Giovedì 15 gennaio 2026 – Nei giorni scorsi, con una nota a margine di una conferenza stampa, i dirigenti di Polimedica di Melfi hanno denunciato la critica situazione derivante da bagget assegnato non sufficiente – sostengono- a coprire le spese.
Questo rischierebbe di interrompere l’attività a danno di tutti i cittadini che sono assistiti dal centro. (VEDI).
Risponde l’ASP con la nota che pubblichiamo.
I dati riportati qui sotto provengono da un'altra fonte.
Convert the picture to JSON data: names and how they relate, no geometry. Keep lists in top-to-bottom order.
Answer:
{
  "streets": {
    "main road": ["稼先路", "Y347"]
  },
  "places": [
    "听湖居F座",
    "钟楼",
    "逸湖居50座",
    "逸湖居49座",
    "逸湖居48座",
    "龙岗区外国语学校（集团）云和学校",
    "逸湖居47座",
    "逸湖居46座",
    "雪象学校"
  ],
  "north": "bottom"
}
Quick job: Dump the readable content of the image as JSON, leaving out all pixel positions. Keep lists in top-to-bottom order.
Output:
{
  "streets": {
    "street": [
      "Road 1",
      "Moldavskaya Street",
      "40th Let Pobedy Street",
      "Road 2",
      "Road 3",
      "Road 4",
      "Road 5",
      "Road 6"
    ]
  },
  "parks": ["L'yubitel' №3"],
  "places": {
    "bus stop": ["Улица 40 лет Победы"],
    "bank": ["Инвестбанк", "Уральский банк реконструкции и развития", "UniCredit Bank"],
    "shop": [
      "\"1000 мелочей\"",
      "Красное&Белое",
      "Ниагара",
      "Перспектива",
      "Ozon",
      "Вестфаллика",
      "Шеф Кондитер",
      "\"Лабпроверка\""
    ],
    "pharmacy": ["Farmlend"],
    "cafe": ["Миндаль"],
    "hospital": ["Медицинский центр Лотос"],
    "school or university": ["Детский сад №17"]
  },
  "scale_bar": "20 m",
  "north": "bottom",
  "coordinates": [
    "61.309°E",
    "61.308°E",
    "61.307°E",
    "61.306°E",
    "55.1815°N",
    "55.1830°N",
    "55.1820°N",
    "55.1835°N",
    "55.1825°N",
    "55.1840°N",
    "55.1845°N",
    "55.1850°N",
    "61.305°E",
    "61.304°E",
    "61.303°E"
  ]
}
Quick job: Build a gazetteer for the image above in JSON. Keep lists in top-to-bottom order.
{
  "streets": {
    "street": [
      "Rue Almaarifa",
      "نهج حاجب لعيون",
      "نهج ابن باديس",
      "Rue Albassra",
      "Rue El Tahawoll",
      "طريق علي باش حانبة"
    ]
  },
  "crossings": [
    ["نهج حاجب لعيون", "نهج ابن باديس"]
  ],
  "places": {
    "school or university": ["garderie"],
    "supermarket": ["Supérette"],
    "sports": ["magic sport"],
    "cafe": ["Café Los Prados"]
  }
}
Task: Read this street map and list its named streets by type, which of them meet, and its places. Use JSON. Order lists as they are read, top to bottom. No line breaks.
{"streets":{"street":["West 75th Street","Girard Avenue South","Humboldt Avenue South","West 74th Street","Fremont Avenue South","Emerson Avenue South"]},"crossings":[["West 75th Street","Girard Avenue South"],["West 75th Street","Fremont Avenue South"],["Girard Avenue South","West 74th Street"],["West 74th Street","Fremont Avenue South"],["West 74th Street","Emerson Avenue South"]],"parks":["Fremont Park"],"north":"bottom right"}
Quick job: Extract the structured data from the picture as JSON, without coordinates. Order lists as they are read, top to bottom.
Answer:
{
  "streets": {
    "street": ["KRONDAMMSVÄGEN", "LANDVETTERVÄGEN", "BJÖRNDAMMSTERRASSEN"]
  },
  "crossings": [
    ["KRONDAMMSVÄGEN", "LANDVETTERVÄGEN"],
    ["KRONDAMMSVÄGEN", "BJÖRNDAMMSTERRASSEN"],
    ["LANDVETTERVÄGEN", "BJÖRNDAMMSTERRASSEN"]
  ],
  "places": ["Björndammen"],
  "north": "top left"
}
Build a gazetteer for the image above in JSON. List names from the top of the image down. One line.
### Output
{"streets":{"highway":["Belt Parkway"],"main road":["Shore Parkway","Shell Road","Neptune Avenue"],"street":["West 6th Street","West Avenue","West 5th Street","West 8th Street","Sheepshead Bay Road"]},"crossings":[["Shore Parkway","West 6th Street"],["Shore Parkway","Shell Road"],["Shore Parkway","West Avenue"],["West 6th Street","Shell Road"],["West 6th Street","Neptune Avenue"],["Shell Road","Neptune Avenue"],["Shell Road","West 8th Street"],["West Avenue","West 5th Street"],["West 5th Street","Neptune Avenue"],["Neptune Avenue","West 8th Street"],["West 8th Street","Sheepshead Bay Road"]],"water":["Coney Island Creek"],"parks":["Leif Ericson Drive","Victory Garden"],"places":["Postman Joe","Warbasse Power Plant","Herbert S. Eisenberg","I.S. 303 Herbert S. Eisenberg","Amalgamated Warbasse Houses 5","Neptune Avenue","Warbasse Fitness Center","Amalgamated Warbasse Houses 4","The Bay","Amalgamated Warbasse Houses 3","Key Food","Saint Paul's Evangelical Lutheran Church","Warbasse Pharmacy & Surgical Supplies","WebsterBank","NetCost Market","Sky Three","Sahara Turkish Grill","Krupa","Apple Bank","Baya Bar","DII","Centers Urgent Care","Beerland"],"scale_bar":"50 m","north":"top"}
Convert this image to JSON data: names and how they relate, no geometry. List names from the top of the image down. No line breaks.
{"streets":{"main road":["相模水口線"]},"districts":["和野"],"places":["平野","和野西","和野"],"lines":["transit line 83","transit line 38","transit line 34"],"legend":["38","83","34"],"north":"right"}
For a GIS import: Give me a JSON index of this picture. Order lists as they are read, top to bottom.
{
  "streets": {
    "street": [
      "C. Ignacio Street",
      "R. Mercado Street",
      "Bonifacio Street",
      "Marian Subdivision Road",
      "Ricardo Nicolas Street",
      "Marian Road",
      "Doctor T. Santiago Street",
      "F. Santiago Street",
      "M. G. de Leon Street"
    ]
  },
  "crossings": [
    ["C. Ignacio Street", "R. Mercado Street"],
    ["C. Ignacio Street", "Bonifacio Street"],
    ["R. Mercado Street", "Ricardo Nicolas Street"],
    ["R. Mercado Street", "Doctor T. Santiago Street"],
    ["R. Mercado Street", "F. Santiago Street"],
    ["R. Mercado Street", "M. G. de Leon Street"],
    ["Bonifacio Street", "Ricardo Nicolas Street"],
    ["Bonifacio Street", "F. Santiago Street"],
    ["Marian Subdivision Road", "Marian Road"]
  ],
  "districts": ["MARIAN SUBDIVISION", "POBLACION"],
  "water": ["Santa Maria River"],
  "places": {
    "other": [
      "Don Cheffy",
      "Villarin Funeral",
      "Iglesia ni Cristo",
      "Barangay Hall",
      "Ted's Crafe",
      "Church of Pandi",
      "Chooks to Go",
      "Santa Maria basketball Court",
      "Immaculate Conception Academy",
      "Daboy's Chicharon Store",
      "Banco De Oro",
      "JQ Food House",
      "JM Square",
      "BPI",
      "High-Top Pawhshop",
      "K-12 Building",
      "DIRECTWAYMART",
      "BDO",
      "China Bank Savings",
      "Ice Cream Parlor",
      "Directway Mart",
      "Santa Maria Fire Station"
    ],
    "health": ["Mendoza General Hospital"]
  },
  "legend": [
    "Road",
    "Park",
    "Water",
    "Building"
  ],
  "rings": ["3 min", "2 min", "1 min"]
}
“A seguito delle notizie diffuse a mezzo stampa relative al centro Polimedica srl di Melfi, la Direzione Generale della Asp Basilicata intende fornire chiarimenti ai cittadini fruitori dei servizi sanitari.
La struttura, che fornisce prestazioni specialistiche ambulatoriale di varie discipline medico chirurgiche, ha regolarmente ricevuto per gli anni 2025 e 2026 il finanziamento per l’erogazione delle prestazioni sanitarie, come previsto dalla programmazione regionale.
Nello specifico ha ricevuto più di 770mila euro per ciascuna delle due annualità, con un aumento di circa 30 mila euro rispetto all’anno 2022 così come sancito dall’ultima sentenza del tar relativamente ai tetti di spesa di quell’anno.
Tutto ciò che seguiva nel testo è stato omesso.